OpenAI's Multimodal Model: Evaluation and Key Takeaways
Here's a write-up from OpenAI on the evaluation and red-teaming of their new multimodal model. Some takeaways:
Multimodality opens up the model to a new set of jailbreaks and attack vectors, including inserting text into the image or combining the text prompt with images in ways that circumvent the model's ability to refuse harmful requests. OpenAI has mitigation strategies at both the system and model level (e.g., they mention using OCR to extract text from input images and evaluating the extracted text for harmful intent).

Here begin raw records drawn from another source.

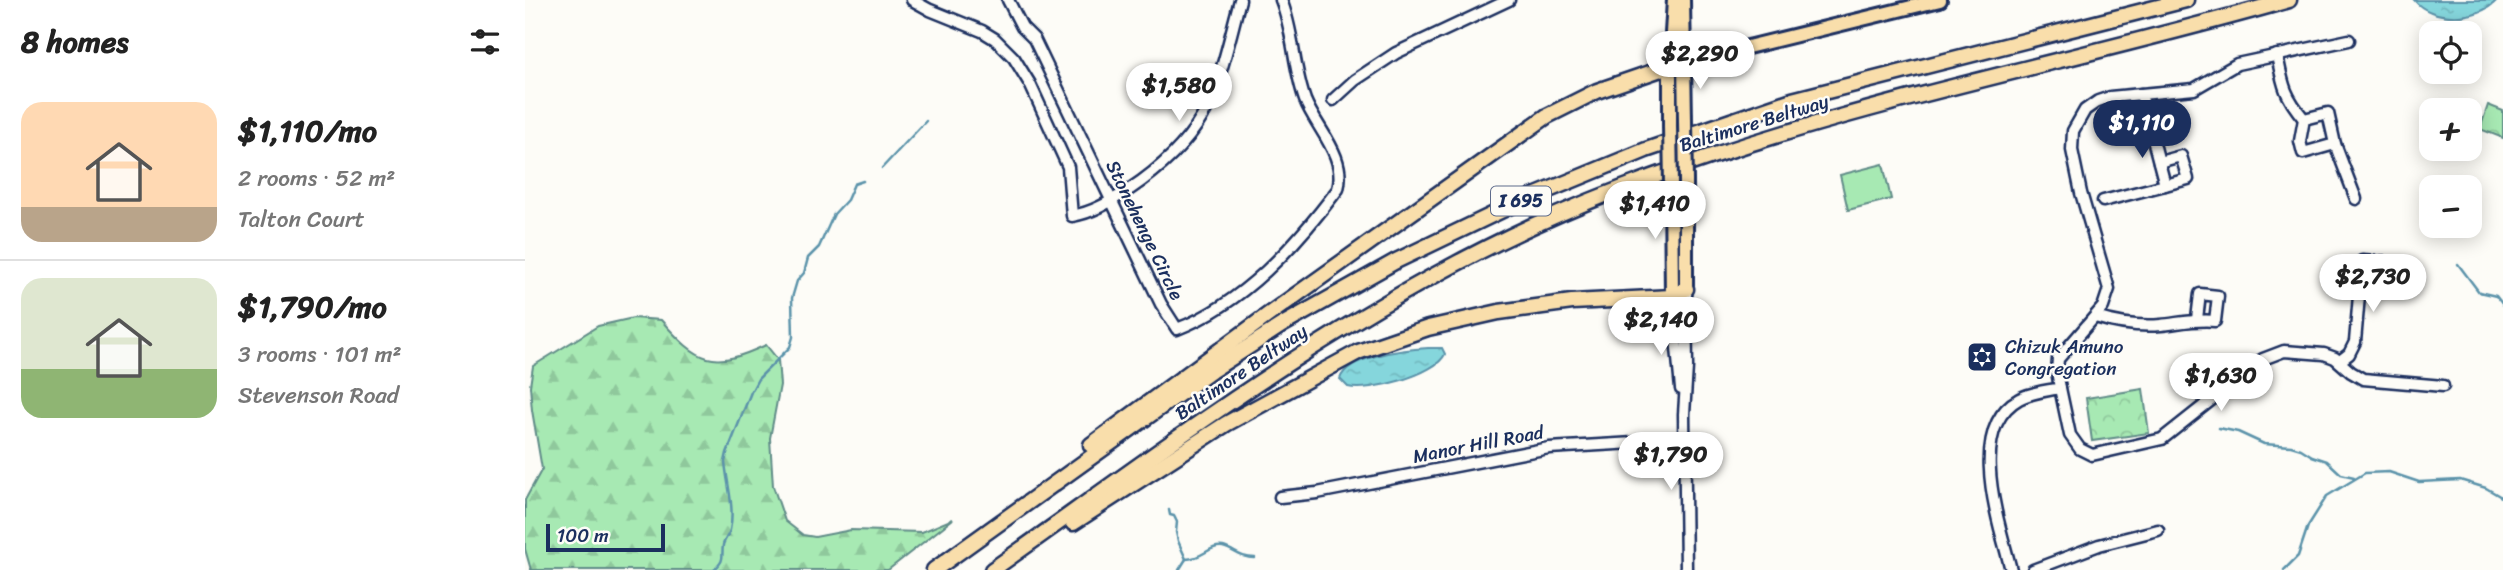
<!DOCTYPE html>
<meta charset="utf-8">
<style>
body{margin:0;font-family:Sriracha,sans-serif;background:#f6f6f6;color:#222;height:100vh;display:flex;flex-direction:column;font-size:26px;white-space:nowrap}
*{box-sizing:border-box;margin:0}
p{font-size:23px;color:#767676}
.icon{flex:none;width:38px;height:38px;fill:none;stroke:currentColor;stroke-width:2;stroke-linecap:round;stroke-linejoin:round}
.map{position:relative;flex:1;overflow:hidden}
.sheet{display:flex;flex-direction:column;background:#fff;width:525px}
.sheet>*{flex:none}
.controls{position:absolute;left:1894px;top:21px;display:grid;gap:14px}
.controls a{display:grid;place-items:center;width:63px;height:63px;border-radius:14px;background:#fff;box-shadow:0 4px 18px #0003;font-size:35px}
.scale{position:absolute;left:21px;bottom:18px;width:119px;box-sizing:border-box;padding-left:7px;border:4px solid #1b2f5e;border-top:0;font-size:19px;line-height:24px;white-space:nowrap;color:#1b2f5e;-webkit-text-stroke:5px #fdfcf7;paint-order:stroke}
.price{position:absolute;translate:-50% -60px;padding:0 16px;border-radius:24px;background:#fff;color:#222;font-size:23px;line-height:46px;filter:drop-shadow(0 2px 4px #0008)}
.price::after{content:'';position:absolute;left:50%;top:42px;width:21px;height:16px;margin-left:-10px;background:inherit;clip-path:polygon(0 0,100% 0,50% 100%)}
.price.on{background:#1b2f5e;color:#fff}
ul{padding:0;list-style:none}
li{display:flex;align-items:center;gap:21px;height:175px;padding:0 21px}
li+li{border-top:2px solid #e0e0e0}
li span{display:grid;place-items:center;flex:none;width:196px;height:140px;border-radius:21px;color:#555}
li>.icon{margin-inline-start:auto}
span .icon{width:84px;height:84px;fill:#fffc;stroke-width:1}
li b{font-size:30px}
h2{display:flex;justify-content:space-between;align-items:center;height:84px;padding:0 21px;font-size:30px}
main{display:flex;flex:1;min-height:0}
.map>svg:first-child{display:block}
.grass{fill:#a7e9b3;stroke:#618c88;stroke-width:2}
.forest{fill:url(#forest-firs);stroke:#618c88;stroke-width:2}
.park{fill:url(#park-crowns);stroke:#618c88;stroke-width:2}
.water{fill:url(#water-ripples);stroke:#5b93aa;stroke-width:2}
.lines{fill:none;stroke-linecap:round;stroke-linejoin:round}
.stream{stroke:#5b93aa;stroke-width:2.5}
.minor-casing{stroke:#1b2f5e;stroke-width:15}
.major-casing{stroke:#1b2f5e;stroke-width:18}
.highway-casing{stroke:#1b2f5e;stroke-width:19}
.minor{stroke:#fdfcf7;stroke-width:10}
.major{stroke:#f9deab;stroke-width:12}
.highway{stroke:#f9deab;stroke-width:14}
.major-bridge-casing{stroke:#1b2f5e;stroke-width:18;stroke-linecap:butt}
.major-bridge{stroke:#f9deab;stroke-width:12}
.labels{text-anchor:middle;dominant-baseline:central;stroke-width:5;stroke-linejoin:round;paint-order:stroke}
.shield{fill:#fdfcf7;stroke:#5f6c8c;stroke-width:2}
.shield-label{font-size:18px;font-weight:bold;fill:#1b2f5e}
.street-label{font-size:19px;fill:#1b2f5e;stroke:#fdfcf7}
.poi-label{font-size:19px;fill:#1b2f5e;stroke:#fdfcf7;text-anchor:start}
</style>
<main>
<section class="sheet">
<h2>8 homes<svg class="icon" aria-label="filters" viewBox="0 0 24 24"><path d="M4 7h16M4 17h16"/><circle cx="9" cy="7" r="2"/><circle cx="15" cy="17" r="2"/></svg></h2>
<ul>
<li><span style="background:linear-gradient(#ffd9b3 75%,#b9a48a 0)"><svg class="icon" aria-label="home" viewBox="0 0 24 24"><path d="M3 11l9-7 9 7M6 9v11h12V9"/></svg></span><div><b>$1,110/mo</b><p>2 rooms · 52 m²</p><p>Talton Court</p></div></li>
<li><span style="background:linear-gradient(#dfe7d0 65%,#8fb573 0)"><svg class="icon" aria-label="home" viewBox="0 0 24 24"><path d="M3 11l9-7 9 7M6 9v11h12V9"/></svg></span><div><b>$1,790/mo</b><p>3 rooms · 101 m²</p><p>Stevenson Road</p></div></li>
</ul>
</section>
<div class="map">
<svg width="1978" height="570" viewBox="0 0 1978 570">
<defs>
<pattern id="forest-firs" width="22" height="20" patternUnits="userSpaceOnUse" patternTransform="scale(1.75)"><rect width="22" height="20" fill="#a7e9b3"/><path d="M5 1l3.5 6h-7zM16 11l3.5 6h-7z" fill="#8fc89c"/></pattern>
<pattern id="park-crowns" width="20" height="18" patternUnits="userSpaceOnUse" patternTransform="scale(1.75)"><rect width="20" height="18" fill="#a7e9b3"/><path d="M2 6a3 3 0 1 1 6 0M12 15a3 3 0 1 1 6 0" fill="none" stroke="#8fc89c"/></pattern>
<pattern id="water-ripples" width="26" height="14" patternUnits="userSpaceOnUse" patternTransform="scale(1.75)"><rect width="26" height="14" fill="#85d6dc"/><path d="M2 4q2-2 4 0t4 0M15 11q2-2 4 0t4 0" fill="none" stroke="#72b8bf"/></pattern>
</defs>
<rect width="100%" height="100%" fill="#fdfcf7"/>
<filter id="ink" filterUnits="userSpaceOnUse"><feTurbulence type="fractalNoise" baseFrequency=".0143" numOctaves="2"/><feDisplacementMap in="SourceGraphic" scale="14" xChannelSelector="R" yChannelSelector="G"/><feConvolveMatrix kernelMatrix="1 2 1 2 8 2 1 2 1" color-interpolation-filters="sRGB"/></filter>
<g filter="url(#ink)">
<path class="grass" d="M1358 164 1366 199 1323 210 1315 175Z"/>
<path class="forest" d="M108 318 136 320C174 363 187 370 241 345L253 360 255 385 245 438 248 486 260 521 278 535 290 537 326 530 397 532 428 519 363 570H6L0 549V500L17 469 7 410 5 386 8 366 73 326Z"/>
<g class="park">
<path d="M1963 105 1978 111V138L1955 129Z"/>
<path d="M1618 389 1624 433 1567 441 1561 398Z"/>
</g>
<g class="water">
<path d="M1889 0H1972C1954 21 1906 22 1889 0Z"/>
<path d="M903 348H917L920 354C911 375 844 392 823 387L815 379C822 356 881 349 903 348Z"/>
</g>
<g class="lines">
<g class="stream">
<path d="M357 168 401 121"/>
<path d="M1933 264 1954 292 1971 296 1978 305"/>
<path d="M1694 428 1713 432 1739 444 1766 446 1776 449 1787 456 1802 461 1816 474 1829 477"/>
<path d="M644 510 645 515 649 516 652 522 651 532 653 541 661 559"/>
<path d="M661 559C678 559 684 545 698 547 710 550 714 558 730 558"/>
<path d="M189 570C201 558 196 559 198 545 199 540 204 535 205 530 210 509 202 483 200 462L202 453 226 392 233 379 265 347 268 337 267 298 272 281 279 273 283 258 294 247 309 214 322 200 329 184 338 181"/>
<path d="M654 570 661 559"/>
<path d="M1759 570 1773 556 1783 526 1802 496 1840 473 1864 472 1894 482 1935 480 1961 488 1978 498"/>
</g>
<g class="minor-casing">
<g id="minor">
<path d="M387 0 405 10 457 31 470 39 489 58 505 84 543 167 547 216C570 212 586 201 605 189 632 171 660 146 677 117 695 86 705 36 715 0"/>
<path d="M483 0 497 27 509 39 636 304 652 329C718 304 771 245 813 189 822 156 791 128 780 100 768 67 769 32 756 0"/>
<path d="M1752 55C1758 85 1759 95 1779 119L1803 113 1810 144 1778 153 1775 141 1779 119"/>
<path d="M808 100 830 80 871 53 984 0"/>
<path d="M1810 144 1831 199"/>
<path d="M1634 162 1656 156 1663 179 1640 185"/>
<path d="M1578 201 1640 185 1616 94"/>
<path d="M1161 289 1162 367 1159 414 1161 570"/>
<path d="M1147 297 1156 389"/>
<path d="M1570 317C1590 323 1615 327 1636 325 1655 323 1671 319 1690 321L1693 296 1675 294 1672 319"/>
<path d="M1815 361 1824 354 1830 342 1837 261 1880 264"/>
<path d="M1535 388 1545 435 1555 449 1567 455 1637 439 1738 359 1759 351 1799 354 1810 358 1826 372 1838 379 1918 386"/>
<path d="M755 497 792 493 1024 448 1160 440"/>
<path d="M1486 570C1475 525 1440 429 1494 399 1506 392 1522 391 1535 388L1532 371 1533 359 1578 307 1584 289 1556 193 1547 150 1548 131 1560 110 1573 101 1585 97 1669 89 1712 64 1824 40"/>
<path d="M1508 570 1574 545 1633 530"/>
</g>
</g>
<g class="major-casing">
<g id="major">
<path d="M1158 0 1160 121"/>
<path d="M1145 66 1415 0"/>
<path d="M1145 126V66L1149 0"/>
<path d="M1161 181V289"/>
<path d="M1146 185 1147 297"/>
</g>
</g>
<g class="highway-casing">
<g id="highway">
<path d="M1117 299C1134 307 1142 318 1149 335"/>
<path d="M566 445 743 315 1022 116 1072 91 1145 66"/>
<path d="M548 523 701 424 833 352 903 328 974 312 1047 302 1147 297 1161 289"/>
<path d="M409 570 686 371 757 325 871 261 992 203 1121 150 1267 100 1661 0"/>
<path d="M467 570C641 447 812 316 1007 226 1248 116 1510 73 1764 0"/>
</g>
</g>
<use href="#minor" class="minor"/>
<use href="#major" class="major"/>
<use href="#highway" class="highway"/>
<g class="major-bridge-casing">
<g id="major-bridge">
<path d="M1160 121 1161 181"/>
<path d="M1145 126 1146 185"/>
</g>
</g>
<use href="#major-bridge" class="major-bridge"/>
</g>
</g>
<defs>
<g id="synagogue-square" transform="scale(1.575)"><rect x="-9" y="-9" width="18" height="18" rx="4" fill="#1b2f5e" stroke="#fdfcf7"/><path d="M0-6.5L5.6 3.2H-5.6ZM0 6.5L5.6-3.2H-5.6Z" fill="#fff"/></g>
</defs>
<g fill-rule="evenodd">
<use href="#synagogue-square" x="1457" y="357"/>
</g>
<g class="labels">
<rect class="shield" x="966" y="186.5" width="60" height="29" rx="5"/>
<g class="shield-label">
<text x="996" y="201">I 695</text>
</g>
<g class="street-label">
<text transform="translate(1229 123) rotate(-17)">Baltimore Beltway</text>
<text transform="translate(620 230) rotate(64)">Stonehenge Circle</text>
<text transform="translate(716 372) rotate(-34)">Baltimore Beltway</text>
<text transform="translate(953 444) rotate(-11)">Manor Hill Road</text>
</g>
<g class="poi-label">
<text x="1480" y="346">Chizuk Amuno<tspan x="1480" dy="22">Congregation</tspan></text>
</g>
</g>
</svg>
<div class="controls">
<a><svg class="icon" aria-label="locate" viewBox="0 0 24 24"><circle cx="12" cy="12" r="6"/><path d="M12 2v4M12 18v4M2 12h4M18 12h4"/></svg></a>
<a>+</a>
<a>−</a>
</div>
<div class="scale">100 m</div>
<b class="price" style="left:1175px;top:91px">$2,290</b>
<b class="price" style="left:654px;top:123px">$1,580</b>
<b class="price on" style="left:1617px;top:160px">$1,110</b>
<b class="price" style="left:1130px;top:241px">$1,410</b>
<b class="price" style="left:1848px;top:314px">$2,730</b>
<b class="price" style="left:1136px;top:357px">$2,140</b>
<b class="price" style="left:1696px;top:413px">$1,630</b>
<b class="price" style="left:1146px;top:492px">$1,790</b>
</div>
</main>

The system as a whole is optimized for recall for detecting and refusing problematic or harmful requests. One example is what OpenAI calls ungrounded inferences, the model's propensity for making (often biased) assumptions about people in input images. The system as a whole is impressively capable of refusing such prompts 100% of the time according to OpenAI's testing, even if the model in isolation cannot. That being said, the system as a whole can still occasionally be induced into producing harmful or even hateful content.
Based on a pilot program, GPT-4V has impressive potential for helping visually impaired users understand the content of images, although with the caveat that is not reliable enough for sensitive tasks such as reading prescription drug information.
It sounds like GPT-4V was trained at the same time as the language-only GPT-4 model, and is only being released now after a period of evaluation and improvement of its ability to identify and refuse harmful requests and attacks.